Sample Size Calculation for Average Bioequivalence

Regulatory Requirements

The most unambiguous requirements are mentioned in FDA Guidance for Industry. Statistical Approaches to Establishing Bioequivalence:

Sample sizes for average BE should be obtained using published formulas. Sample sizes for population and individual BE should be based on simulated data. The simulations should be conducted using a default situation allowing the two formulations to vary as much as 5% in average BA with equal variances and certain magnitude of subject-by-formulation interaction. The study should have 80 or 90% power to conclude BE between these two formulations. Sample size also depends on the magnitude of variability and the design of the study. Variance estimates to determine the number of subjects for a specific drug can be obtained from the biomedical literature and/or pilot studies.

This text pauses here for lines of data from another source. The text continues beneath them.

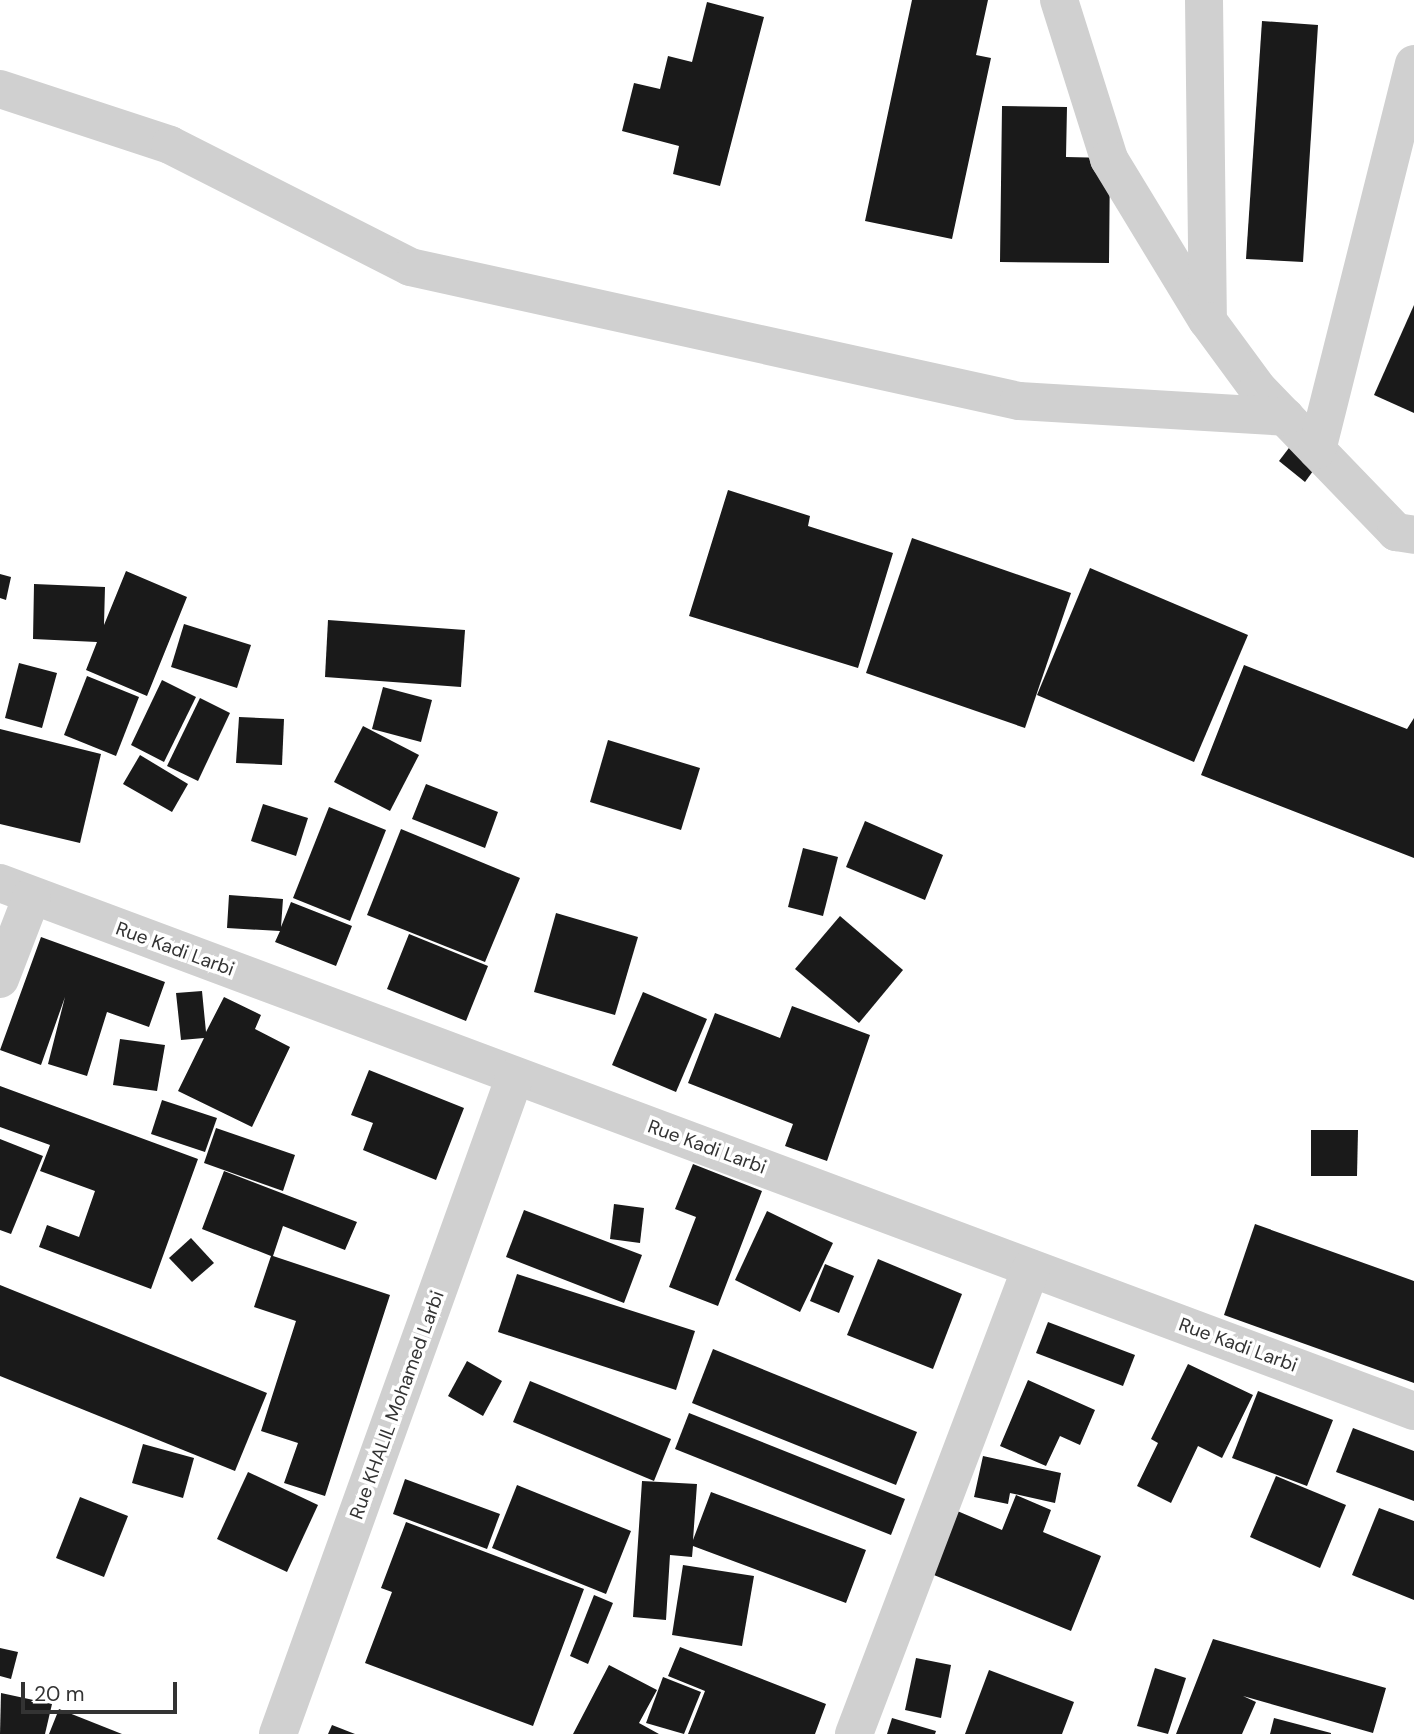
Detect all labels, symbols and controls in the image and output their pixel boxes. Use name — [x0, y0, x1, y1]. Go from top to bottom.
street label: Rue Kadi Larbi — [113, 917, 237, 981]
street label: Rue Kadi Larbi — [645, 1115, 769, 1179]
street label: Rue KHALIL Mohamed Larbi — [345, 1288, 449, 1522]
street label: Rue Kadi Larbi — [1176, 1313, 1300, 1377]
scale bar — [24, 1668, 180, 1712]
text: 20 m — [34, 1680, 85, 1708]

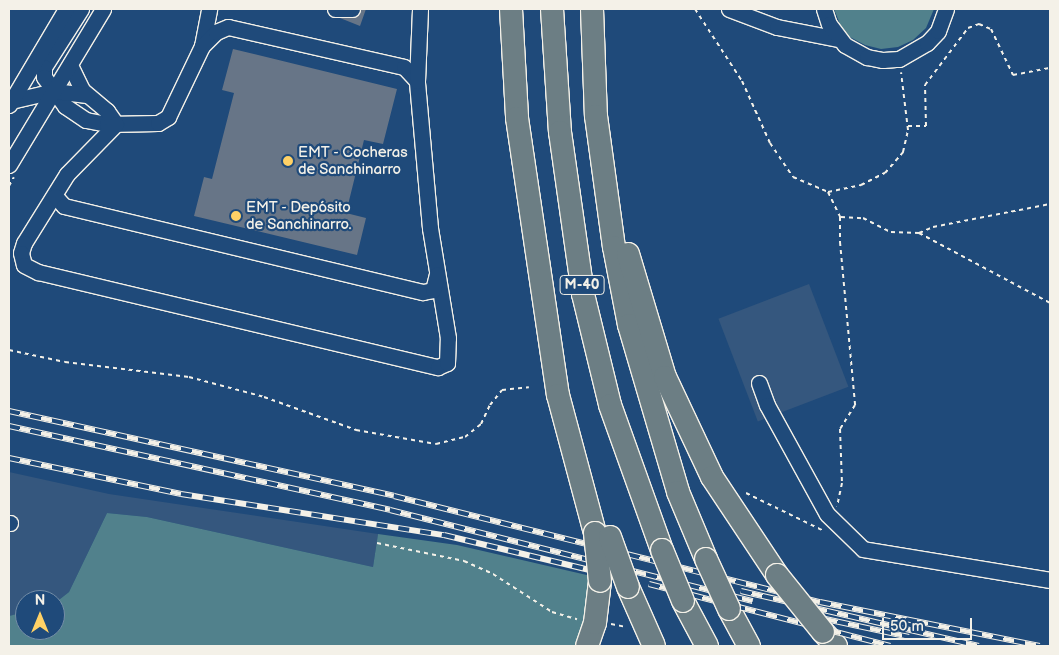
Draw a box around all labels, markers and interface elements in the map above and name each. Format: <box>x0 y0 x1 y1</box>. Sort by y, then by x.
place label: EMT - Cocheras de Sanchinarro <box>298 143 409 178</box>
marker: EMT - Cocheras de Sanchinarro <box>282 155 294 167</box>
place label: EMT - Depósito de Sanchinarro. <box>246 198 352 233</box>
marker: EMT - Depósito de Sanchinarro. <box>230 210 242 222</box>
road number: M-40 <box>560 274 604 296</box>
north arrow <box>15 590 65 640</box>
text: N <box>35 592 45 609</box>
scale bar <box>884 608 974 640</box>
text: 50 m <box>890 617 924 636</box>

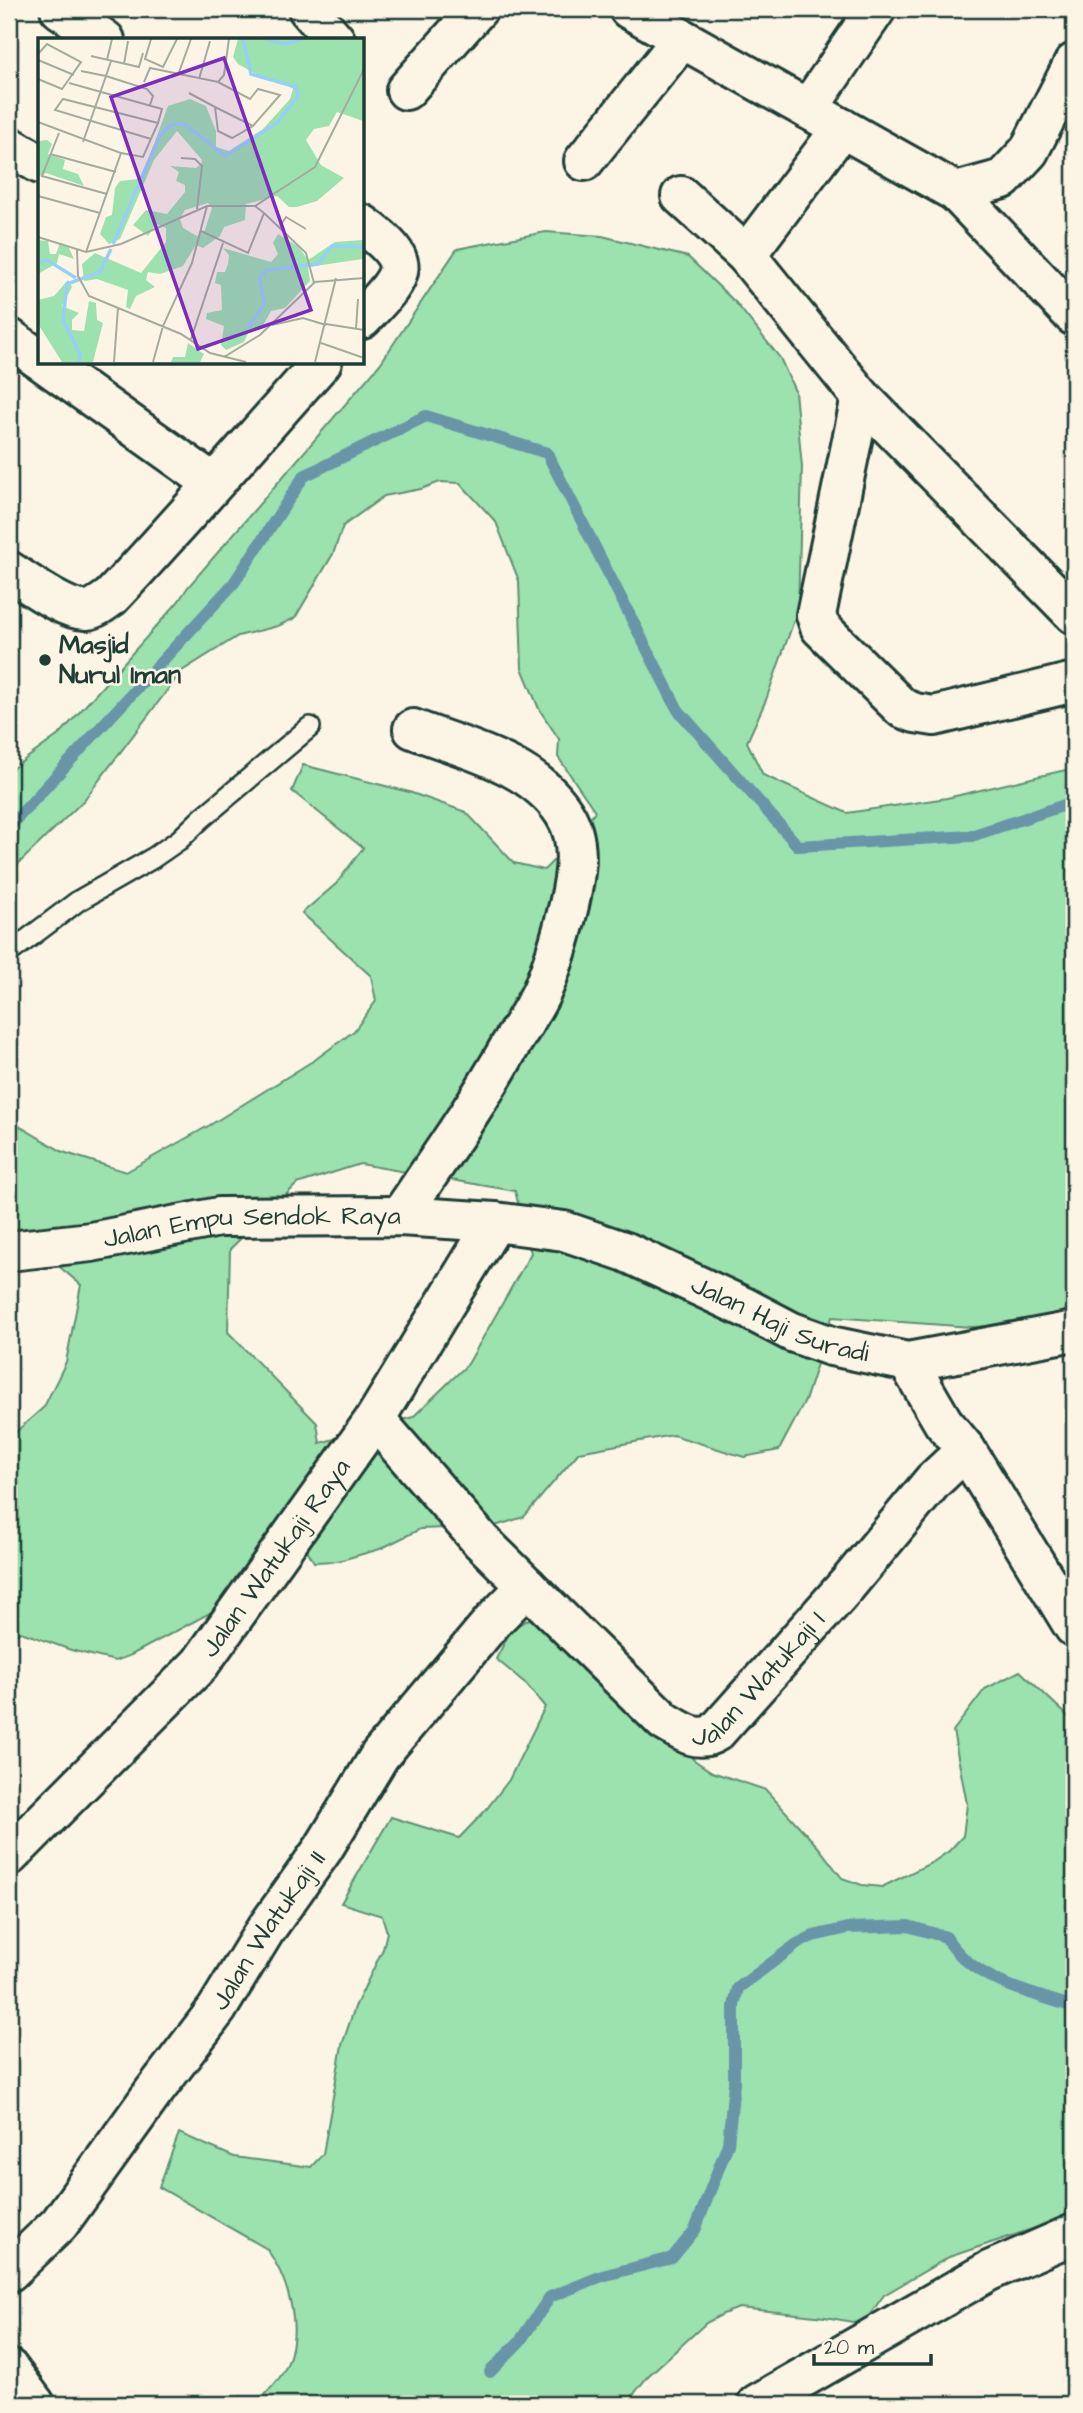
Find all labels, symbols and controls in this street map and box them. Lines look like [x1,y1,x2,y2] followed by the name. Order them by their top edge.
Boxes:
[38,38,364,364] inset map
[59,627,181,693] place label: Masjid Nurul Iman
[37,652,53,668] marker: Masjid Nurul Iman
[100,1198,401,1257] street label: Jalan Empu Sendok Raya
[685,1267,872,1371] street label: Jalan Haji Suradi
[192,1451,359,1665] street label: Jalan Watukaji Raya
[691,1603,834,1755] street label: Jalan Watukaji I
[202,1843,334,2017] street label: Jalan Watukaji II
[814,2322,931,2366] scale bar
[824,2333,875,2362] text: 20 m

Appropriate method is described in Diletti D, Hauschke D, Steinijans VW. Sample Size Determination for Bioequivalence Assessment by Means of Confidence Intervals. Int J Clin Pharmacol Ther Toxicol. 1991;29(1):1–8 and implemented in R package PowerTOST with one clarification: it is simulation-based (iterative) procedure rather than simple calculation by formula.

#renv::install("PowerTOST")
library(PowerTOST)
library(knitr)
library(data.table)
library(purrr)


Attaching package: 'purrr'

The following object is masked from 'package:data.table':

    transpose

Sample size for standard crossover design (2x2x2) and 4 period full replicate design (2x2x4)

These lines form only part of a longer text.